Pastor Esget and Pastor Scheck, ordained June 19 at Immanuel

October 21, 2016

Evangelical Lutheran Church of the Apostles, Melrose Park, IL


Dear Saints loved by God, bride of the mystical bridegroom, our Lord JESUS Christ,

It was not good for Jonathan to be alone. So the Lord prepared for Jonathan a helper suitable for him.

To you, Jonathan, God gives Cari as bone of your bones and flesh of your flesh. Many gifts we receive and enjoy for ourselves. But in the gift of marriage comes the call to donate yourself, open up to and sacrifice yourself for the needs of your nearest neighbor.

We heard how Adam’s side was opened up, in a sleep like unto death. His rib became the constitutive element of the woman, signifying that the husband guards and protects her in the same way that the ribs shelter our vital organs. The LORD did not make her from the man’s head, lest she seek to rule over him. Neither did He make her from the man’s foot, lest he imagine that she is someone to be trampled upon. No, He made the woman from the man’s side to teach him to keep her always by his side as close companion.

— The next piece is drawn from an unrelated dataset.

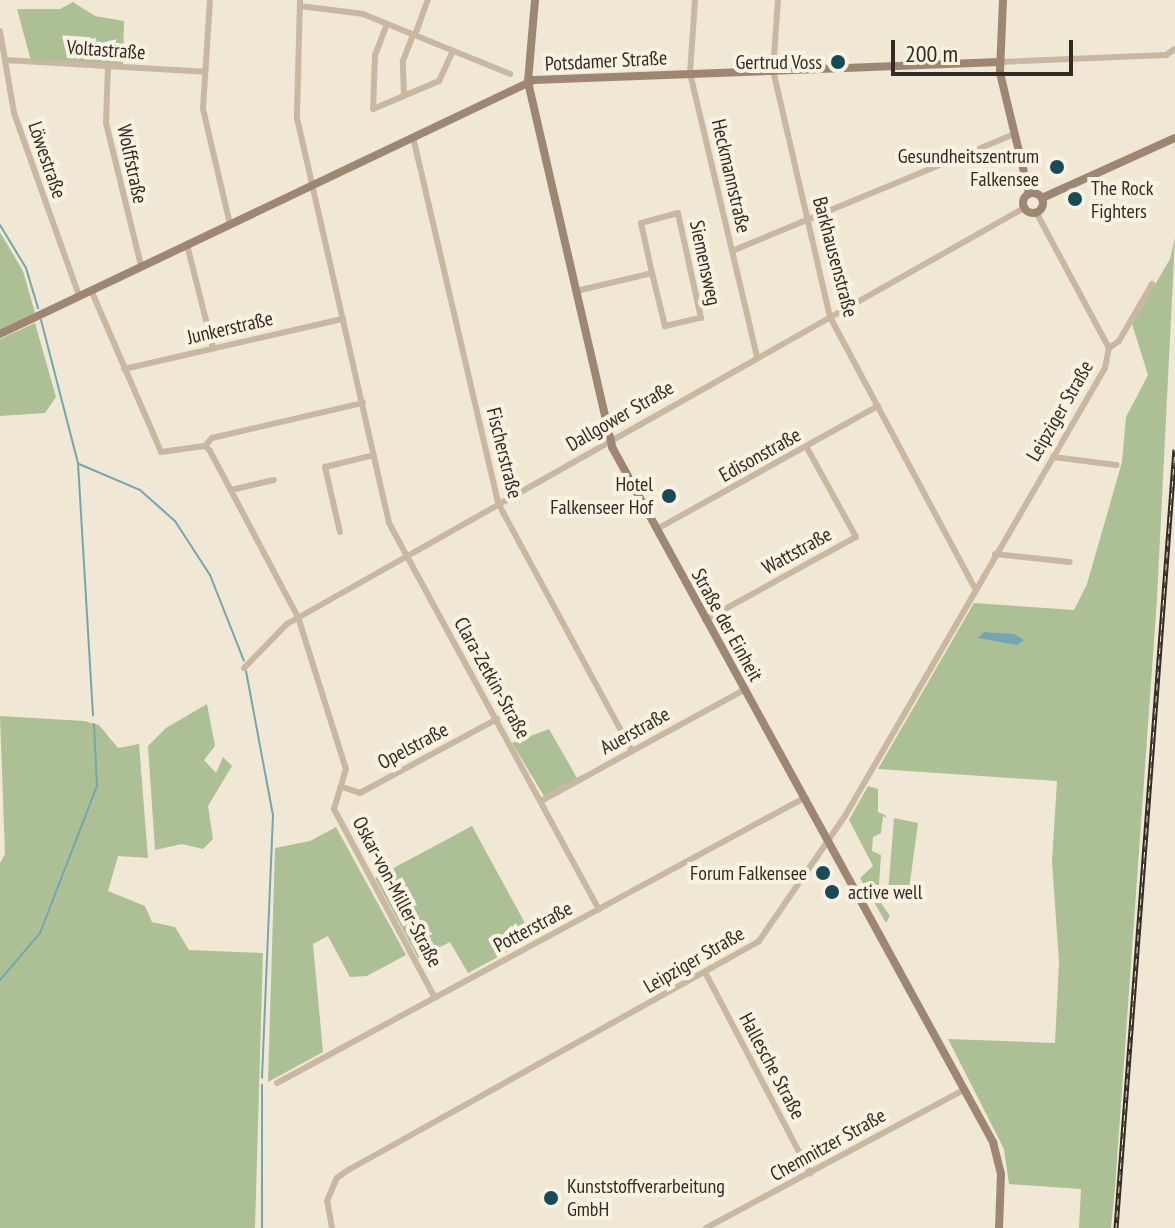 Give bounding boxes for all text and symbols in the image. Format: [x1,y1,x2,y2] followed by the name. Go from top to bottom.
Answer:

But because of the hardness of your heart, the Lord JESUS says, you will not want to do this. The sinful nature makes us selfish creatures who prefer being served to serving, who prefer being loved to loving, who prefer receiving gifts to sacrificing ourselves.


Cari, you have the greater challenge ahead. Being a pastor’s wife is a challenging calling. It is often more difficult than being a pastor, because the calling of the pastor’s wife is hidden, confusing, and lonely. You go to live in a new place as a new wife without a support structure that most people have. Jonathan has a role to play, work to throw himself into: He is the shepherd of Oswego, the parson of Parsons – and who are you? What do they expect of you? Must you be on the altar guild? Are you expected to make something for a particular function? Will people judge you by what you wear, how your house looks, and a thousand other things, expectations they have of you that you never know about until it’s too late?

Cari, don’t take all the drama so seriously, and don’t worry too much about it. The best thing you can do, the one calling you have, is to be Jonathan’s wife, and as God grants it, the mother of your children. With that, there is enough work to do. If you want to do something in the church, join something, volunteer something, do it freely because you want to. Love your husband and live like a disciple of Jesus. If people see that, they will love you for you.


Jonathan, being a pastor is all-consuming. The work is never, ever done. You should work hard, and be prepared to work at any hour of any day. However, being husband to Cari is a greater calling than being pastor to your congregations. If you don’t take care of her, you won’t be able to take care of your congregations. So when she’s sick, when she’s lonely, when she’s sad, when she’s angry, stop what you’re doing and take care of her. If you learn how to love your wife, you’ll learn also how to be a pastor. You can see that implied in the reading from Ephesians.

And speaking of that, there’s a mistake in the service folder. Well, it’s not in the folder so much as it is in the Bible. Well, not the Bible either, but just our translations of it. We pick up reading in Ephesians 5 at verse 22, “Wives, submit to your husbands.” Right above those words in our English Bibles is a heading, usually something like, “Teaching on Marriage.” It’s hard to make a bigger mistake than that. It leaves out the preceding verse, where the idea of submission is introduced: All Christians, St. Paul says, are to live like this: “Submitting to one another out of reverence for Christ.” That’s the setup for wives submitting to husbands, so if we read it together, the way St. Paul wrote it, it goes like this: ‘Dear saints of God, give thanks always, ‘submitting to one another out of reverence for Christ, wives to your husbands, as to the Lord…’” So the wife has a unique calling to submit to her husband flowing from the general calling that all Christians have to be submissive to each other.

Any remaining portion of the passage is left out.